Improvements for our region is the addition of pain control above the command line in ACS and extremity trauma, the adition of phenergan, and the use of etomidate in leu of versed for sedated intubation (we hear its a much better drug). On the other hand, a few drugs we did not need command to give orders on before have to be given with medical control orders now. Most notable of these changes is in pulmonary edema......patients who are not normally taking lasix will now have to wait until we can get orders, instead of us being able to administer. We frequently have transport times > 30 minutes, so this will be an issue for us due to poor radio communications in some area's with no cell service for contacting medical control.

Oh yeah....almost forgot. The state has added the King LT airway as an approved rescue-airway. This is big news.

Posted

I like their draft, I think they did a good job given the fact that some agencies are more advanced than others!

Posted

Yikes.. you'll be needing on-line medical control to give lasix to patients without a previous Rx for it? Thats kinda scary! Whats the reason for that, has there been evidence of abuse/misuse of the drug? ...Are they not sure you folks can tell the difference between rhonchi and rales or something? ...Not like on-line medcon is going to help that at all. I dont get it.
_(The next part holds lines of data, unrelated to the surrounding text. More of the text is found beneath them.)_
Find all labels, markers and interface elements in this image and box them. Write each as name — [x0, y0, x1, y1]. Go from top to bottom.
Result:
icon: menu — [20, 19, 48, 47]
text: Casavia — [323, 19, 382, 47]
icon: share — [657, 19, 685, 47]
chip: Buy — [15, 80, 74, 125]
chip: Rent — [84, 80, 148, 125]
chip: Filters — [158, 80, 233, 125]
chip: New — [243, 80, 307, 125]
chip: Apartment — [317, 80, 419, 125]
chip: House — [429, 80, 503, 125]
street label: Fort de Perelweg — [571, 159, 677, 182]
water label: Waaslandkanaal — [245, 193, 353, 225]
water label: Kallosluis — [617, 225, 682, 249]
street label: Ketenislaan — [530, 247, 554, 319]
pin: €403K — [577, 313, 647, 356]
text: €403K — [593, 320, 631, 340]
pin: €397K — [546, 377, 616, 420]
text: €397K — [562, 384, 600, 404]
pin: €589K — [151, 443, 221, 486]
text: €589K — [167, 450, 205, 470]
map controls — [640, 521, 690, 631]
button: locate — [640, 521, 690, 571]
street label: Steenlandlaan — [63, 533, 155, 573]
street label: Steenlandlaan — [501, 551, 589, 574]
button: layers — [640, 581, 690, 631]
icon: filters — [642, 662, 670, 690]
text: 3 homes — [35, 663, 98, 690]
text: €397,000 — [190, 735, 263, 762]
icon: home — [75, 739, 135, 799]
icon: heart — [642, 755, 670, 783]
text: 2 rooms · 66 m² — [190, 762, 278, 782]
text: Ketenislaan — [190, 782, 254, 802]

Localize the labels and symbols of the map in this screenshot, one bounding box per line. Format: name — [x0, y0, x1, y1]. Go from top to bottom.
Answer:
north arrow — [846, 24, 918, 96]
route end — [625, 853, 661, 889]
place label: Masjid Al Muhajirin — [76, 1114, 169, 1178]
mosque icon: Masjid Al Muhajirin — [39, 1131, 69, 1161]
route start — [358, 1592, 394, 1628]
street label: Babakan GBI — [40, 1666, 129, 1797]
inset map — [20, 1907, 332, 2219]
Etomidate is a sweet drug. In my system, medics arent even allowed to sedate prior to intubation, but are given standing orders for versed once the tube has already been placed. Odd, I know.

Posted
Yikes.. you'll be needing on-line medical control to give lasix to patients without a previous Rx for it? Thats kinda scary! Whats the reason for that, has there been evidence of abuse/misuse of the drug? ...Are they not sure you folks can tell the difference between rhonchi and rales or something? ...Not like on-line medcon is going to help that at all. I dont get it.

I have been told that this was a problem somewhere else in the state, as with everything else with progress comes headaches.

Regarding the sedated intubation, we've had that protocol in our region for about 5 years but using versed 5 mg withed mixed results. I also now see that they have written in a requirment for capnography effective in 2008, another smart move.

Posted

I've spent some time on these protocols and have mixed feelings. The capnography requirement is a good thing but there is alot of opposition because of the cost. As I have said before, if you do not have electronic capnography you should not be intubating. Etomidate will be more effective than versed for intubation but any medication assisted intubation must be reviewed by the local, regional, and state medical directors. I think the state does not trust the local docs to keep a close eye on this protocol. Strong medical oversight and QA is important for the success of any medication assisted intubation protocol but three levels might be a bit much.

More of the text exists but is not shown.